Forte Biosciences (FRBX) said its eczema drug failed a Phase 2 study. FRBX stock crashed more than 80%.

Tesla Cybertruck Delayed To Late 2022

At an all-hands company meeting, Tesla CEO Elon Musk reportedly said that the Cybertruck won’t begin production until late 2022, with volume production not likely until late 2023. Only a few weeks ago, Tesla (TSLA) finally admitted that the Cybertruck wouldn’t be in production this year.

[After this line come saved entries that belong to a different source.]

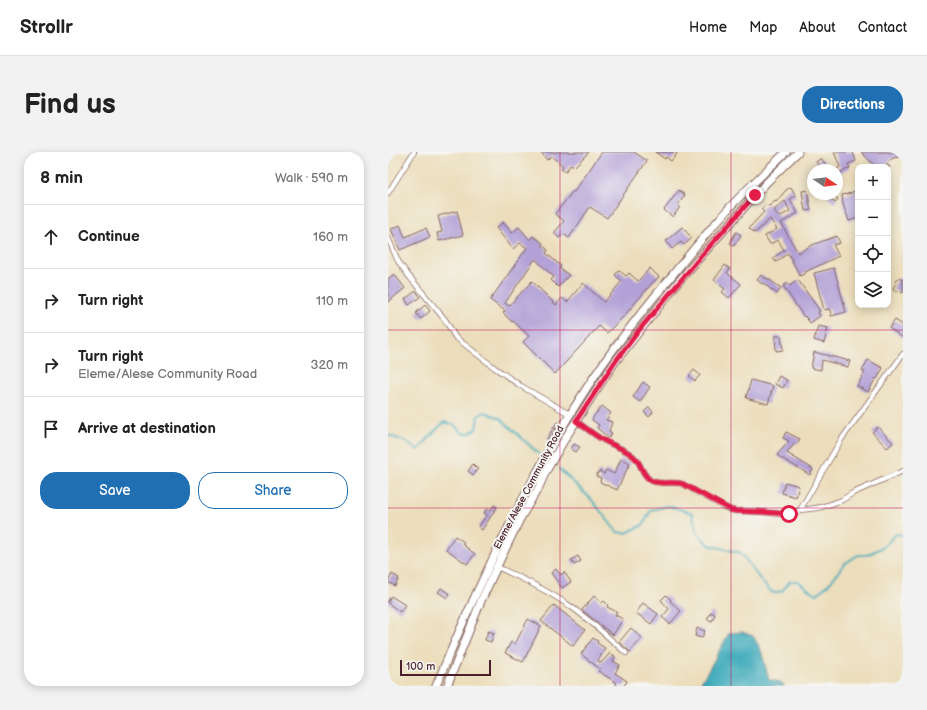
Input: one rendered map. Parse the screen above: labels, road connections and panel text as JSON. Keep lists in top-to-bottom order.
{
  "streets": {
    "main road": ["Eleme/Alese Community Road"]
  },
  "scale_bar": "100 m",
  "north": "right",
  "page": {
    "header": "Strollr",
    "nav": [
      "Home",
      "Map",
      "About",
      "Contact"
    ],
    "buttons": [
      "Directions",
      ["Save", "Share"]
    ],
    "title": "Find us",
    "heading": ["8 min", "Walk · 590 m"],
    "map_buttons": ["+", "−"],
    "list": [
      ["Continue", "160 m"],
      ["Turn right", "110 m"],
      ["Turn right", "Eleme/Alese Community Road", "320 m"],
      "Arrive at destination"
    ],
    "scale": "100 m"
  }
}
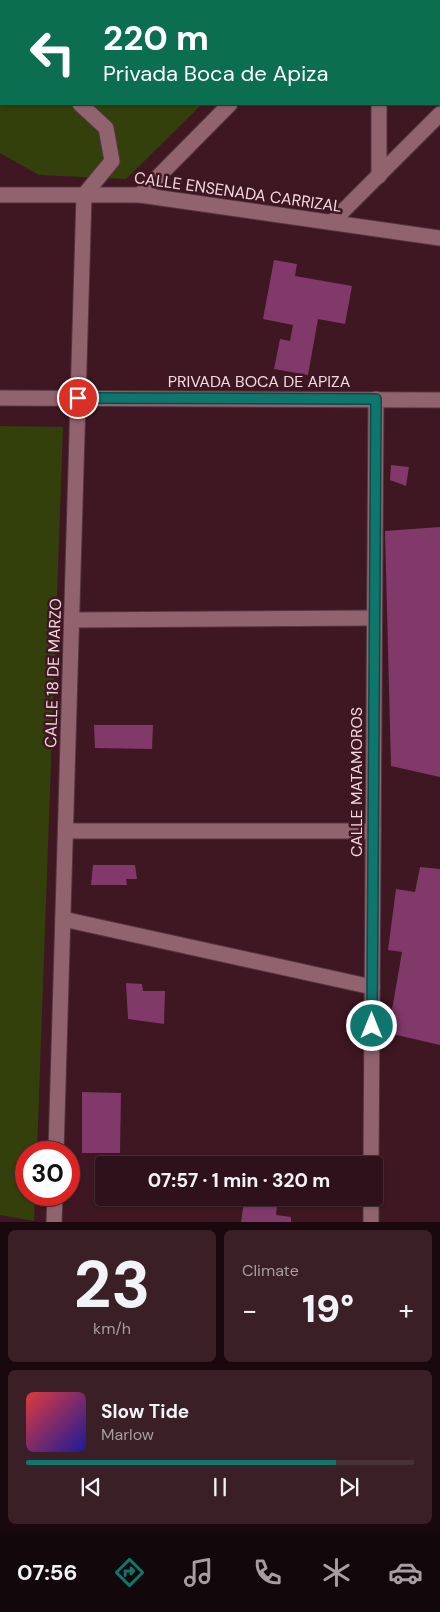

The extended Cybertruck delay suggests the 4680 battery cells are still far off from mass production. The 4680 battery cells, assuming they achieve promised benefits, are key to making the Cybertruck, Semi and Roadster viable. Musk said this week that the long-delayed Roadster might come in 2023.

In the meantime, the all-electric Rivian R1T pickup is set to begin deliveries this month, with the General Motors (GM) Hummer late this year. The Ford (F) F-150 Lightning follows in the spring of 2022.

Tesla stock was little changed before the open, holding just above a 730 aggressive buy point.

Leaders Lead With Indexes Sluggish

The major indexes closed with slim gains Thursday, as tech titans such as Facebook (FB) and Google parent Alphabet (GOOGL) retreated. But small caps and especially leading stocks had a solid performance.

Signet Jewelers (SIG), Denbury (DEN), Netflix (NFLX), Shopify (SHOP), Mercado Libre (MELI), Unity Software (U) and Palantir (PLTR) were among stocks flashing buy signals.

Denbury, Mercado Libre and SIG stock broke past traditional buy points and closed above them, while PLTR stock nudged higher in a buy zone. Unity stock cleared a short consolidation above a bottoming base. NFLX stock and Shopify cleared entries Thursday morning but faded with the market.

Many other leading stocks continued to run higher, outpacing the sluggish overall action.

Unity Software, DocuSign and MELI stock are on IBD Leaderboard. SHOP stock is on SwingTrader. Denbury was the IBD Stock Of The Day.

The video embedded in this article reviews Thursday’s market action and analyzes Mercado Libre, Unity Software and DEN stock.

Dow Jones Futures Today

Dow Jones futures were 0.15% above fair value. S&P 500 futures climbed 0.2% and Nasdaq 100 futures rose 0.1%.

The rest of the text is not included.